For the search team, Scrim’s second escape meant more tips to check out and more crawling under houses. He snubbed the traps they set with beef and Popeyes fried chicken.
They became convinced that he had figured out how to use New Orleans’s one-way streets to his advantage: If he ran against traffic, it would be harder for pursuers in cars to reach him. Ms. Burger brought out her son’s old motorized scooter one night and chased him for at least two miles. But it goes only 15 miles per hour, and Scrim got away.
The long nights in random corners of the city reminded them that Scrim was not the only creature lost in New Orleans. The team rescued dozens of other dogs and cats. They checked in and offered help, too, to distressed people living on the streets.
“It opened my eyes,” Ms. Burger said.
The longer the search went on, the more the prospect of finding him alive seemed like a miracle.

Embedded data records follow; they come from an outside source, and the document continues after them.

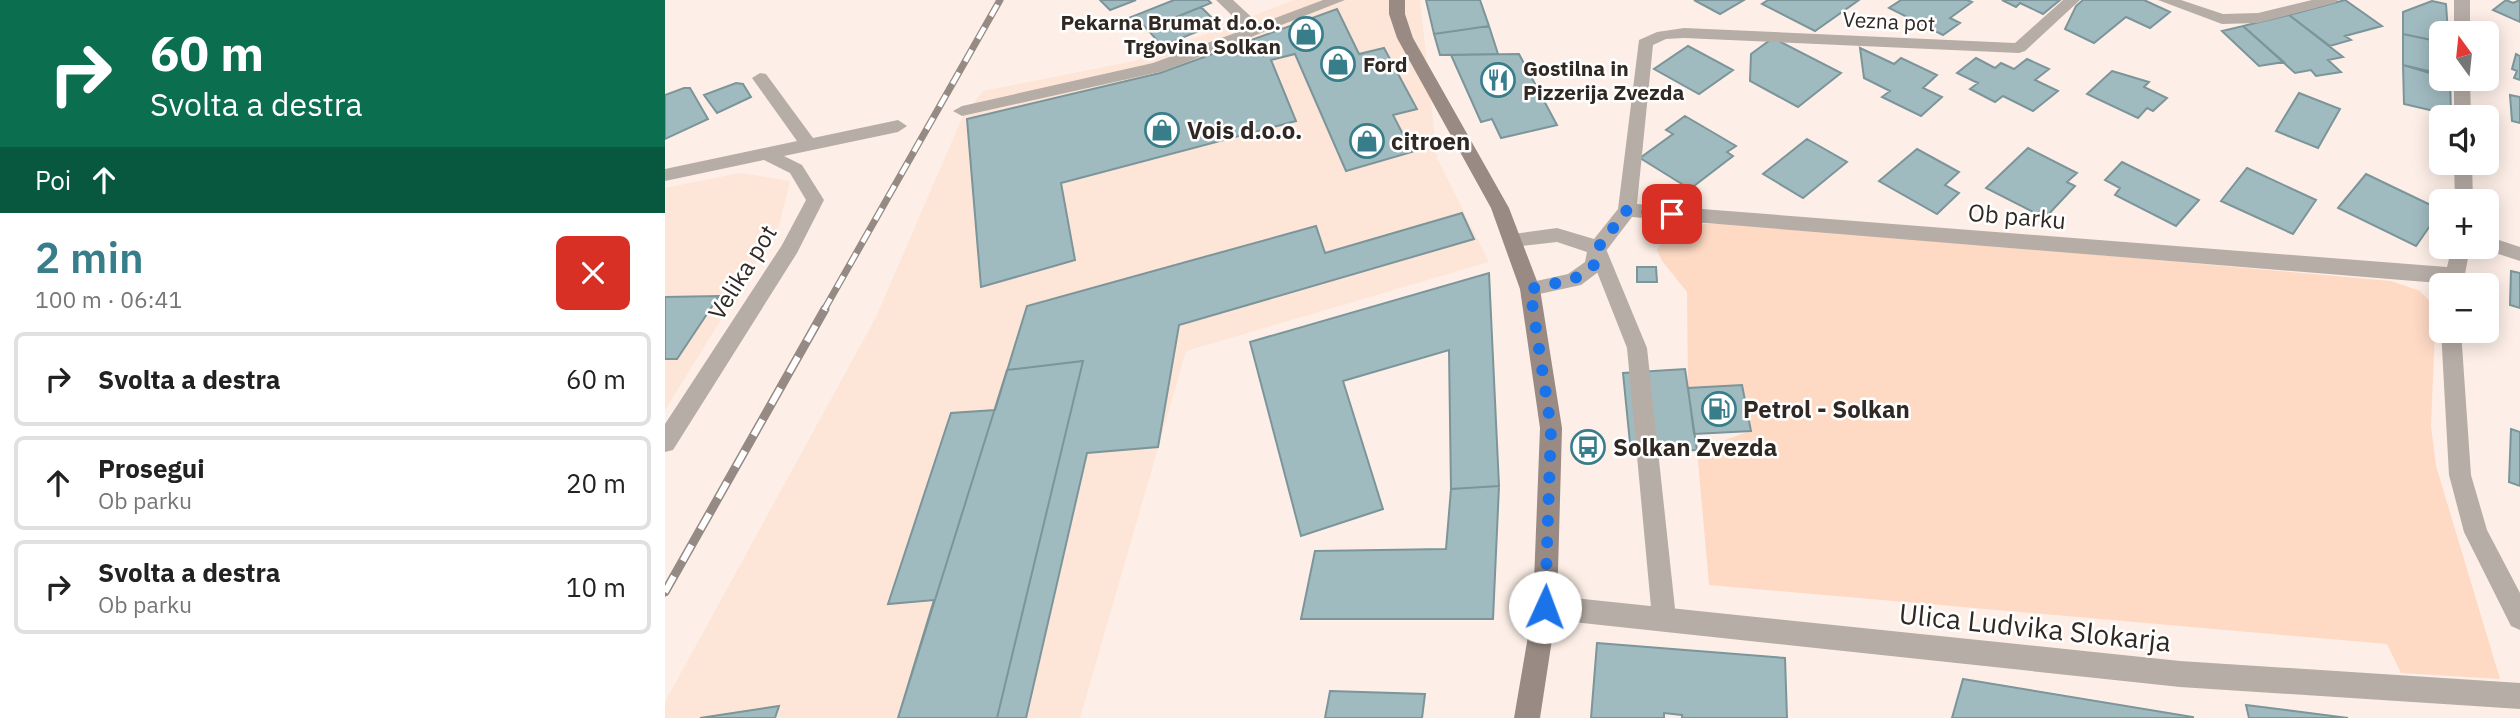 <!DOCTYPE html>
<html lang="it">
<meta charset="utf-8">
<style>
:root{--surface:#fff;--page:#f2f2f2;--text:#222;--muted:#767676;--line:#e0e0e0;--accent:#387e8a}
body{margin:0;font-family:"IBM Plex Sans",sans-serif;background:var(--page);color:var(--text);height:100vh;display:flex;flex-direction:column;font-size:26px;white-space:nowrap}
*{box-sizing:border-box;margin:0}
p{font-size:23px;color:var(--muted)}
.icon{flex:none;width:38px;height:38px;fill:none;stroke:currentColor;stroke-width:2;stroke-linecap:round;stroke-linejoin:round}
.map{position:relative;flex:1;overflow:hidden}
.sheet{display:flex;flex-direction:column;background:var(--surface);width:665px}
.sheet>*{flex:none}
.guide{background:#0b6e4f;color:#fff;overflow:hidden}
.needle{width:46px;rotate:345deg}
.fabs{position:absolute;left:1764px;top:21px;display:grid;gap:14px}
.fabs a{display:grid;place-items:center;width:70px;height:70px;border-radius:10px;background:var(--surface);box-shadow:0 4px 18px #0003;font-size:35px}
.pin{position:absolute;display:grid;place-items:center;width:60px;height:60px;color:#fff;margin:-30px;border-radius:14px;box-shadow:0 4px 10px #0006}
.me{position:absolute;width:77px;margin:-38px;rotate:2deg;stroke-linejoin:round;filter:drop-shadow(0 0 5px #0008)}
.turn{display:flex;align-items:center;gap:24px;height:147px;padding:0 35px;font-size:32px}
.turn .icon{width:91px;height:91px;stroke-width:2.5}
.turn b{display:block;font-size:49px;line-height:60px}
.then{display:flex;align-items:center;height:66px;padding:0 35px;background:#0003;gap:14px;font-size:26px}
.round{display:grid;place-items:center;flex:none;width:74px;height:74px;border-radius:10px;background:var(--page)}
.headline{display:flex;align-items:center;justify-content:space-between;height:119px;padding:0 35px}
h1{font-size:42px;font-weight:600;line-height:52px;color:var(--accent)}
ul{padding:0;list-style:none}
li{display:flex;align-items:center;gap:21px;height:94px;margin:0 14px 10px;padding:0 21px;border:4px solid var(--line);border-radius:10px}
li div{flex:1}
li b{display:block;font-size:26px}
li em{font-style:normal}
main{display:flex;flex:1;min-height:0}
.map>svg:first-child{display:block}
.built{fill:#fde5d7}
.green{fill:#fedac5}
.building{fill:#a0bbc0;stroke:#7b959a;stroke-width:2}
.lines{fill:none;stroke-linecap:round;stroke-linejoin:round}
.lane{fill:#b7ada7;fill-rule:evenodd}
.street{fill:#b7ada7;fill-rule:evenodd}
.secondary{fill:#998b83;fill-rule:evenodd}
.rail-far1-casing{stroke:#958a84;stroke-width:7}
.rail-casing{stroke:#958a84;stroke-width:9}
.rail-far1{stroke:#fff;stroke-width:4.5;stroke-dasharray:13;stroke-linecap:butt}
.rail{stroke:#fff;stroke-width:6;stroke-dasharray:18;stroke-linecap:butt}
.route{stroke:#1a73e8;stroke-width:12;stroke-dasharray:0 21.6}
.labels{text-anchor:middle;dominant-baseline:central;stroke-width:5;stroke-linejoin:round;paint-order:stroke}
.far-street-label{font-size:21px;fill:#302823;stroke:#fff}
.far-poi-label{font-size:21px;font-weight:bold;fill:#302823;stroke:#fff;text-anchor:start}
.poi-label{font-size:24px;font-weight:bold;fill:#302823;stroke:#fff;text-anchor:start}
.street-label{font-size:24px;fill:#302823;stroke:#fff}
.near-street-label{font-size:28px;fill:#302823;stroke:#fff}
</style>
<main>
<section class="sheet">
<div class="guide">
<div class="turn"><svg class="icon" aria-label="right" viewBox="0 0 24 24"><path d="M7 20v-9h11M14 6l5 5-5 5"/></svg><div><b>60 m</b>Svolta a destra</div></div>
<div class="then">Poi<svg class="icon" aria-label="ahead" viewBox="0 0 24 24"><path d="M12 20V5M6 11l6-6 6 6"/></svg></div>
</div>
<div class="headline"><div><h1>2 min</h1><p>100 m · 06:41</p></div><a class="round" style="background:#d93025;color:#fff"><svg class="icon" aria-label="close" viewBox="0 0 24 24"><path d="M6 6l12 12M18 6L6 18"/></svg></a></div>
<ul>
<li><svg class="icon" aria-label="right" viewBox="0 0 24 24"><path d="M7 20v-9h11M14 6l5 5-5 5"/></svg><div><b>Svolta a destra</b></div><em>60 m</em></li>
<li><svg class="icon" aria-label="ahead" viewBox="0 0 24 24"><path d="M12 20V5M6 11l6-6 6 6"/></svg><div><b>Prosegui</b><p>Ob parku</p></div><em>20 m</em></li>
<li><svg class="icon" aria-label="right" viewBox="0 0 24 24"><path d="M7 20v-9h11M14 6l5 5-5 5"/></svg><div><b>Svolta a destra</b><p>Ob parku</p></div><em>10 m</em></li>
</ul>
</section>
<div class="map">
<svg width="1855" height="718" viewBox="0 0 1855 718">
<rect width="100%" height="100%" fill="#fdefe7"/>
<!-- built -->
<path class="built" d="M 629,0 L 755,0 L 772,158 L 824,262 L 521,351 L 415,718 L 0,718 L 0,702 L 211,317 L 297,118 L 318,91 L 469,61 Z
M 75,173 L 125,181 L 114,226 L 0,410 L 0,188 Z"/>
<!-- green -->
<path class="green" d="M 1067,222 L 1726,281 L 1755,291 L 1771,308 L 1766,426 L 1771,466 L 1835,679 L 1736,673 L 1722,644 L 1044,585 L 1032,450 L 1085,431 L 1077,385 L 1023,388 L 1022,292 L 997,261 L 992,250 L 1007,227 Z"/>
<!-- building -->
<path class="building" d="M 435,0 L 471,0 L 445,10 Z
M 509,0 L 543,0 L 546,3 L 482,29 L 475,22 L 463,28 L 456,21 Z
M 761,0 L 815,0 L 824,26 L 769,34 Z
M 1029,0 L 1079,0 L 1055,14 Z
M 1103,0 L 1194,0 L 1150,31 L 1097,4 Z
M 1236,0 L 1302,0 L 1307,2 L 1285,18 L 1295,23 L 1278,35 L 1224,8 Z
M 1337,0 L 1395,0 L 1378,14 L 1355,3 L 1351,7 Z
M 1418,0 L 1479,0 L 1505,12 L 1485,28 L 1461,17 L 1429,43 L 1400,29 L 1411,6 Z
M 1680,0 L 1717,26 L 1680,36 L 1686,40 L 1665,46 L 1624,15 Z
M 1841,0 L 1848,3 L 1855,0 L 1855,22 L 1828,10 Z
M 1767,1 L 1781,4 L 1783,33 L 1776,33 L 1776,42 L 1738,34 L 1738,12 Z
M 536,7 L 546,17 L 541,19 L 548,25 L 502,44 L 506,48 L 487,56 L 476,45 L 491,39 L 482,29 Z
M 672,9 L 694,54 L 719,48 L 752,109 L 728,115 L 747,152 L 681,171 L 630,54 L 606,60 L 631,121 L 396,183 L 410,260 L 316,287 L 302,119 L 495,73 Z
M 1624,15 L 1678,57 L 1663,60 L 1676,72 L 1651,76 L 1646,70 L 1630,73 L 1578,26 Z
M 824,26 L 833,54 L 775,55 L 769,34 Z
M 1578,26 L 1619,62 L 1594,66 L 1557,31 Z
M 1738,34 L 1776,42 L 1776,74 L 1738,65 Z
M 1108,38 L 1176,73 L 1133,107 L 1085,81 L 1086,54 Z
M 1023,46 L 1068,70 L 1034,94 L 989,69 Z
M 1195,48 L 1229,64 L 1236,58 L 1272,75 L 1258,88 L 1277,97 L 1256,116 L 1217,97 L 1225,91 L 1199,78 Z
M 854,54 L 892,125 L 836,138 L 827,119 L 816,122 L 786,55 Z
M 1851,54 L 1855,56 L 1855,80 L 1849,78 L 1852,71 L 1847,69 Z
M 1311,58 L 1330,68 L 1336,63 L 1349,69 L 1362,59 L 1384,69 L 1370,80 L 1393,91 L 1368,111 L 1338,96 L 1330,102 L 1305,89 L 1313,83 L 1292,73 Z
M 1738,65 L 1785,79 L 1786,115 L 1739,104 Z
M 1447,71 L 1484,82 L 1479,87 L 1502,98 L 1488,111 L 1482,108 L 1473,118 L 1422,94 Z
M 71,83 L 78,84 L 86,97 L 52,113 L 39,95 Z
M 19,88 L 25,88 L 43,119 L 0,139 L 0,95 Z
M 1634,93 L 1675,109 L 1653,148 L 1611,131 Z
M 1845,95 L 1855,97 L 1855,123 L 1847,121 Z
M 1020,116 L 1071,146 L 1062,152 L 1068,156 L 1025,189 L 975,158 L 1008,134 L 1001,130 Z
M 1142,139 L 1182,162 L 1138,198 L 1098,174 Z
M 1363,148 L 1412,173 L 1402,182 L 1410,186 L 1380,218 L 1321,188 Z
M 1252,149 L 1294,172 L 1280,185 L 1294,193 L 1272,214 L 1214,181 Z
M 1457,162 L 1534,200 L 1511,226 L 1450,195 L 1455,188 L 1440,180 Z
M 1582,168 L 1651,200 L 1628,234 L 1556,201 Z
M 1701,174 L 1776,210 L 1751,246 L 1673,208 Z
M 797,213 L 809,239 L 514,325 L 493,447 L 422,453 L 361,718 L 233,718 L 269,600 L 223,604 L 286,413 L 330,410 L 362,306 L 651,226 L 660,253 Z
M 972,267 L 991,267 L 992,282 L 972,282 Z
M 1846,271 L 1855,273 L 1855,308 L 1845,305 Z
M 824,273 L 834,486 L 786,489 L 784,350 L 678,381 L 718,509 L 636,536 L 585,342 Z
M 54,296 L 12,359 L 0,359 L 0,297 Z
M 418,361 L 332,718 L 233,718 L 342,370 Z
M 1020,369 L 1032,450 L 966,453 L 958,373 Z
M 1077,385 L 1086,431 L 1029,434 L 1023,388 Z
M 1846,429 L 1855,432 L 1855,486 L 1844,482 Z
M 834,486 L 828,619 L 636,619 L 650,551 L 781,549 L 786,489 Z
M 932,643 L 1120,658 L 1122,718 L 1017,718 L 1017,715 L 999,713 L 999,718 L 926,718 Z
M 1298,679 L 1528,717 L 1528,718 L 1287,718 Z
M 665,691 L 760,694 L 757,718 L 660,718 Z
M 1581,705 L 1683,718 L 1584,718 Z
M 114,706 L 110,718 L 35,718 Z"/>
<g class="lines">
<!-- lane -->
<path class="lane" d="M 932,243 L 941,249 L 982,348 L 1011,618 L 1007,626 L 999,629 L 991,626 L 987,618 L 962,348 L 923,249 Z"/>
<!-- street -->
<path class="street" d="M 551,0 L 568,0 L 594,24 L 658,0 L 680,0 L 499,71 L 297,116 L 288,111 L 297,106 L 488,63 L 581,29 Z
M 1398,0 L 1415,0 L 1360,51 L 1354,53 L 1019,38 L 1001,39 L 988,45 L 972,204 L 1782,267 L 1787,247 L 1805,247 L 1798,285 L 967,217 L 941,251 L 936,270 L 916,285 L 865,296 L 858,294 L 855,289 L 858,284 L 903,274 L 920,262 L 922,252 L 892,242 L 849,247 L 839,240 L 842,235 L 892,228 L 929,239 L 953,209 L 974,40 L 992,32 L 1019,28 L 1350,43 Z
M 1493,0 L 1516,0 L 1558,14 L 1593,13 L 1647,0 L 1673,0 L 1670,3 L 1593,23 L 1557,24 Z
M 1789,0 L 1805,0 L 1805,33 L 1789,33 Z
M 95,73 L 101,74 L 148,138 L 233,120 L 242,126 L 233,132 L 119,156 L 137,165 L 159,200 L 132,253 L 8,450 L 0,452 L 0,424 L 117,245 L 141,200 L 125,173 L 99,160 L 0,181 L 0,169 L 132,141 L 87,78 Z
M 1789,79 L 1805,79 L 1806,117 L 1789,117 Z
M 1789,163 L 1807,163 L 1808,201 L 1790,201 Z
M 1822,236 L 1855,247 L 1855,261 L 1815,248 L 1822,247 Z
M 1776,330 L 1796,331 L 1806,475 L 1822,530 L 1855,593 L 1855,630 L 1846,626 L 1799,532 L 1784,475 Z
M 880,595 L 1515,661 L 1855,683 L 1855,709 L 1515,687 L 880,619 L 871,615 L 868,607 L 871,599 Z"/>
<!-- secondary -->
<path class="secondary" d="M 724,0 L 740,0 L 740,14 L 748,38 L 844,208 L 875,289 L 897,428 L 892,607 L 875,718 L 849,718 L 868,607 L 875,428 L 855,289 L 826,208 L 732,38 L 724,14 Z"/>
<!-- rail-far1 casing -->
<g class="rail-far1-casing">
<path id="rail-far1" d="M 159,310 L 335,0"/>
</g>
<!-- rail casing -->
<g class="rail-casing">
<path id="rail" d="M 0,592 L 160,309"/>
</g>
<!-- rail-far1 -->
<use href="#rail-far1" class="rail-far1"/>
<!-- rail -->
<use href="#rail" class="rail"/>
</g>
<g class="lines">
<!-- route -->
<path class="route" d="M 880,607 L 886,428 L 865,289 L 909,279 L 929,265 L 932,249 L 962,210 L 1007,214"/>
</g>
<!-- icons -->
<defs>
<g id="shop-ring" transform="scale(1.75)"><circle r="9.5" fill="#fff" stroke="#387e8a" stroke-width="1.5"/><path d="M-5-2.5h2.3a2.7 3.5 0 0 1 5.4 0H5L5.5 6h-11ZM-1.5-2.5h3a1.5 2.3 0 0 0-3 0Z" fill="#387e8a"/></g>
<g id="restaurant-ring" transform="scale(1.75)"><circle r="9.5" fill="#fff" stroke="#387e8a" stroke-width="1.5"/><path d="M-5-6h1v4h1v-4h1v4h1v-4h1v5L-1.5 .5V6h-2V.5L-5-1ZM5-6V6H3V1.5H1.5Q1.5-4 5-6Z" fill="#387e8a"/></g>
<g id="fuel-ring" transform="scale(1.75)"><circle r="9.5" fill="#fff" stroke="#387e8a" stroke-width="1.5"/><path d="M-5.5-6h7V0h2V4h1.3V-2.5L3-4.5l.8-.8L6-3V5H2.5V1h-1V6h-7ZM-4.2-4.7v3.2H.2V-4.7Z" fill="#387e8a"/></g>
<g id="bus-ring" transform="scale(1.75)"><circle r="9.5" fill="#fff" stroke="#387e8a" stroke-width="1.5"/><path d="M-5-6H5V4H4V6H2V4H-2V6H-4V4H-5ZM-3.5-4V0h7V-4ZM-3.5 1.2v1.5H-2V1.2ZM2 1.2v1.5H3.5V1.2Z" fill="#387e8a"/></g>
</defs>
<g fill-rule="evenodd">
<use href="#shop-ring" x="641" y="34"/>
<use href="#shop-ring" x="673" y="64"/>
<use href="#restaurant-ring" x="833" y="80"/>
<use href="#shop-ring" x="497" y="130"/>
<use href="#shop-ring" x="702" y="141"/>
<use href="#fuel-ring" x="1054" y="409"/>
<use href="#bus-ring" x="923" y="447"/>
</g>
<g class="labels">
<!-- far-street labels -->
<g class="far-street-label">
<text transform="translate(1224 21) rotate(3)">Vezna pot</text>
</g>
<!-- far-poi labels -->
<g class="far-poi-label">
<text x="616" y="22" text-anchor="end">Pekarna Brumat d.o.o.<tspan x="616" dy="24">Trgovina Solkan</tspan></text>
<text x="698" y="64">Ford</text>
<text x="858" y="68">Gostilna in<tspan x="858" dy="24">Pizzerija Zvezda</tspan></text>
</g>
<!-- poi labels -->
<g class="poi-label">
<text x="522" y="130">Vois d.o.o.</text>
<text x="726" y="141">citroen</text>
<text x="1078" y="409">Petrol - Solkan</text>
<text x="948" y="447">Solkan Zvezda</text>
</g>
<!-- street labels -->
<g class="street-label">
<text transform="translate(1352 216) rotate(5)">Ob parku</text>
<text transform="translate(77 272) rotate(-58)">Velika pot</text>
</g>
<!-- near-street labels -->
<g class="near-street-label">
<text transform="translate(1370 627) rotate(6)">Ulica Ludvika Slokarja</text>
</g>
</g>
</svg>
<div class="fabs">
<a><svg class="needle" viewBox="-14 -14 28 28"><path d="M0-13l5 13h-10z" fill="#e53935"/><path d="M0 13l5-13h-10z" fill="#767676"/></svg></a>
<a><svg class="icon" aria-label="sound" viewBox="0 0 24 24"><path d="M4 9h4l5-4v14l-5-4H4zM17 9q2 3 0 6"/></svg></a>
<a>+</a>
<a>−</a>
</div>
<div class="pin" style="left:1007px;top:214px;background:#d93025"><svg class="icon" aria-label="arrive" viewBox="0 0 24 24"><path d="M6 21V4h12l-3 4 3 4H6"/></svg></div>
<svg class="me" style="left:880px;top:607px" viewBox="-20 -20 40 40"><circle r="19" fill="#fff"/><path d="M0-13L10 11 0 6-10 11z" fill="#1a73e8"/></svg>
</div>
</main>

He was loose during the eruption of fireworks on New Year’s Eve, and attention turned away from Scrim after a deadly attack on Bourbon Street the next day enveloped the city in grief and fear. He also was on his own during the commotion that came with hosting the Super Bowl and a blizzard that shut down the city, dumping more snow than New Orleans had seen in decades.
On Tuesday, Ms. Cheramie got a text message with a photo. Scrim was squeezed into a trap that had been set for feral cats.
Two days later, there he was, chilling in a little bed at Ms. Cheramie’s house. He was perfectly calm, even as people cycled through to bear witness. He was like a newborn baby everyone wanted to see and hold.
He accepted the scratches, toys and some of the treats visitors brought. Ms. Cheramie’s dog, 90 pounds of curiosity and cuddles named Scooby-Doo, sulked like an attention-starved big brother.
The traps had been dismantled. Ms. Cheramie was looking forward to disconnecting the second cellphone she had carried for responding to tips. When the search team assembled at her house on Thursday night, it was to eat pizza and share stories.
Ms. Cheramie still obsessively checked her doors, windows and gates. Ms. Burger said she would like to believe Scrim was ready for a different life. Maybe he was. But he might also be plotting, waiting for that perfect opportunity to run.